Семья садится за накрытый стол, и Евгений с аппетитом ест домашнюю снедь.

— А мы ведь собираемся на свадьбу ехать, — говорит Владимир Андреевич, и на молчаливый вопрос в глазах Евгения добавляет:

— Полонские выдают Катю замуж за Леонида Лошаковского. Ты не знал? Тебе не писали? Вы же, кажется, дружили?

Евгений побледнел, встал из-за стола и тихо сказал­:

— Спасибо, я уже сыт. Извините, устал, — и ушел в свою комнату.

— Зачем ты ему сказал о свадьбе? — упрекнула мужа Анна Владимировна.

— Он бы все равно узнал, — ответил Владимир Андреевич.

— Да, так вот совпало: его приезд и эта свадьба, — тяжело вздохнув, сказала жена.

— Ничего. Уедет на службу и, глядишь, успо­коится.

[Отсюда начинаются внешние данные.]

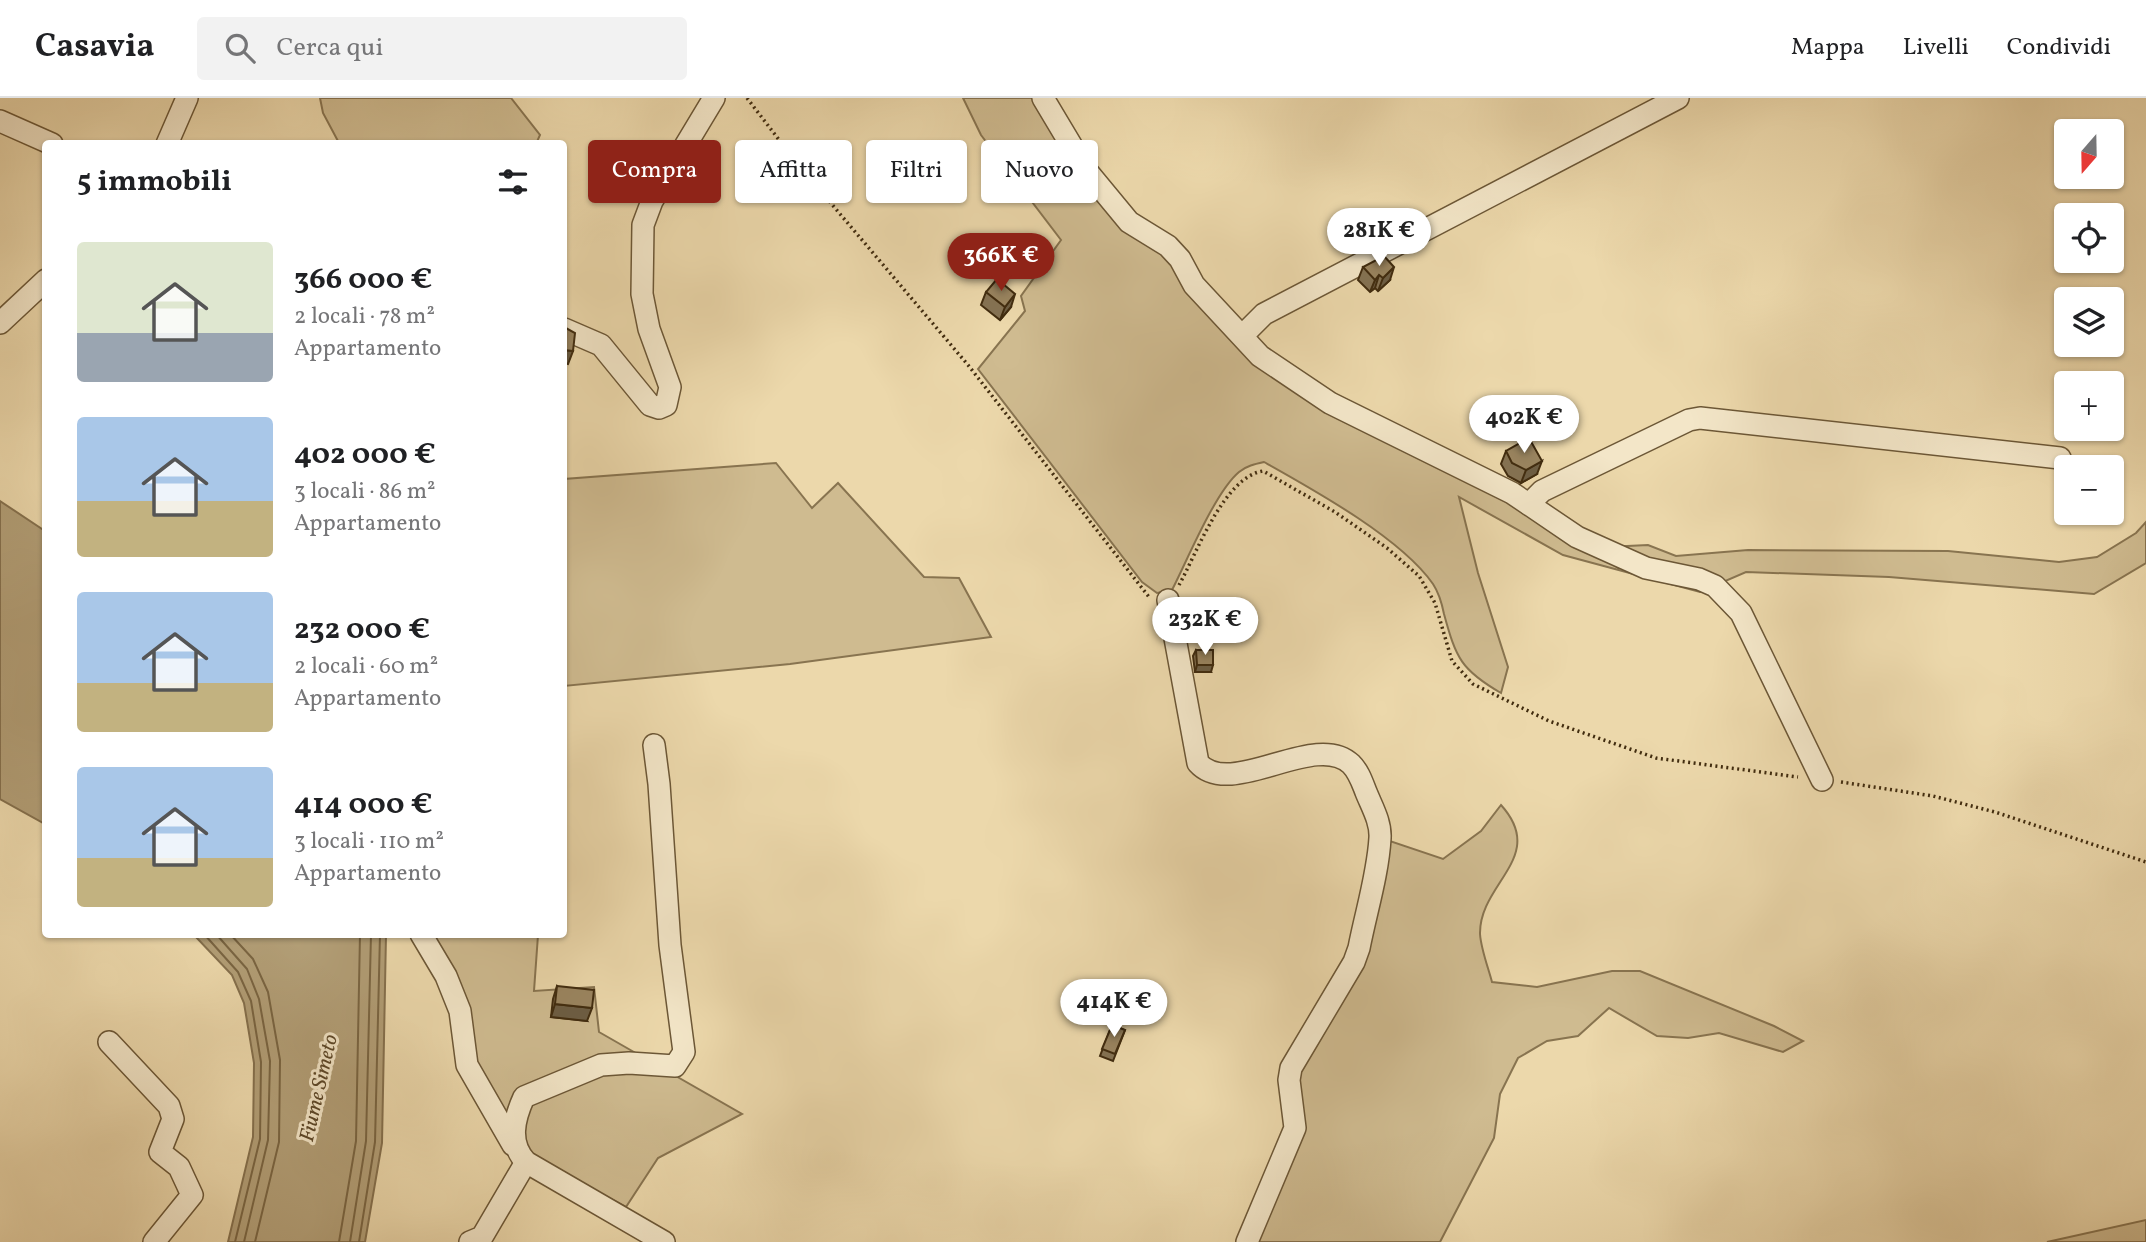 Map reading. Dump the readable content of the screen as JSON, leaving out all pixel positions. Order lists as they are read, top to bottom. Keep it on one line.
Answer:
{"water":["Fiume Simeto"],"north":"bottom","page":{"header":"Casavia","search":"Cerca qui","nav":["Mappa","Livelli","Condividi"],"map_buttons":["+","−"],"chip":["Compra","Affitta","Filtri","Nuovo"],"heading":"5 immobili","price":["281K €","366K €","402K €","232K €","414K €"],"list":[{"name":"366 000 €","note":"2 locali · 78 m² · Appartamento"},{"name":"402 000 €","note":"3 locali · 86 m² · Appartamento"},{"name":"232 000 €","note":"2 locali · 60 m² · Appartamento"},{"name":"414 000 €","note":"3 locali · 110 m² · Appartamento"}]}}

Евгений, войдя в свою комнату, упал ничком на кровать. Его Катя, его любимая Катя выходит замуж за другого! Он чувствовал в сердце тоску и отчаяние: «Зачем теперь жить? — эта мысль пронзила сознание и острой болью отозвалась в сердце. — А может, она и не любила меня, может, ей это просто казалось? Да нет же, она любила, наверное и сейчас любит… Тогда забрать ее, увезти отсюда… Но что станет с ее родными потом… Нет, я должен увидеть ее!» — решил Евгений.

Выйдя из своей комнаты, он объявил родителям, что тоже хочет ехать в Коньково к Лошаковским на свадьбу.

Владимир Андреевич, услыхав это, молча пожал плечами, а Анна Владимировна ужаснулась:

— Евгений, зачем тебе это?! Ты этим сделаешь себе больно, но ничего на добьешься, кроме больших страданий.

— Мама, я хочу видеть Катю. Хотя бы в последний раз.

— Ну что ж!.. Делай, как знаешь.

***

Господский двор в Коньково был забит санями соседских помещиков и гостей из города. Празднично одетая прислуга встречала прибывающих, принимая их шубы, шинели, шапки, шляпы, папахи, и провожала в зал, где были накрыты столы, составленные в виде буквы «П», и играла музыка. Ожидали приезда молодых после венчания. Гостей развлекал оркестр, находящийся вверху на антресолях и играющий легкие, танцевальные мелодии. Лакеи в белых перчатках с серебряными подносами предлагали гостям шампанское. Слышался оживленный говор, смех и радостные восклицания давно не видевшихся знакомых.

Наконец, людское море забурлило, заволновалось. Взоры повернулись в одну сторону, и всюду слышался шепот: «Молодые приехали».

Оркестр заиграл свадебный марш, а гости расступились, давая проход молодым. Жениха и невесту встречали родители Леонида и мама Кати, одна, без мужа, который был дома, привязанный болезнью к постели.

Евгений сквозь толпу гостей увидел бледное личико Кати, обрамленное белой фатой, с опущенным взором. Ему показалось, что она тяготится и этим торжеством, и этим браком, и держится из последних сил, закусив нижнюю губу и не глядя ни на кого вокруг. Всюду звучали здравицы в честь молодых, звенели бокалы. Протиснувшись к выходу, Евгений выбежал из зала. Слезы подступили и чуть не брызнули из глаз, комок у горла не давал дышать. Хотелось скорее убежать подальше от этого торжества, чтобы не видеть и не слышать ничего вокруг. Выскочив во двор, он нашел свою тройку и прыгнул в сани, крикнув Никите:

— Гони домой!

— Позвольте, барин, вам принести вашу шинель и прапаху? Вы же в одном мундире вышли.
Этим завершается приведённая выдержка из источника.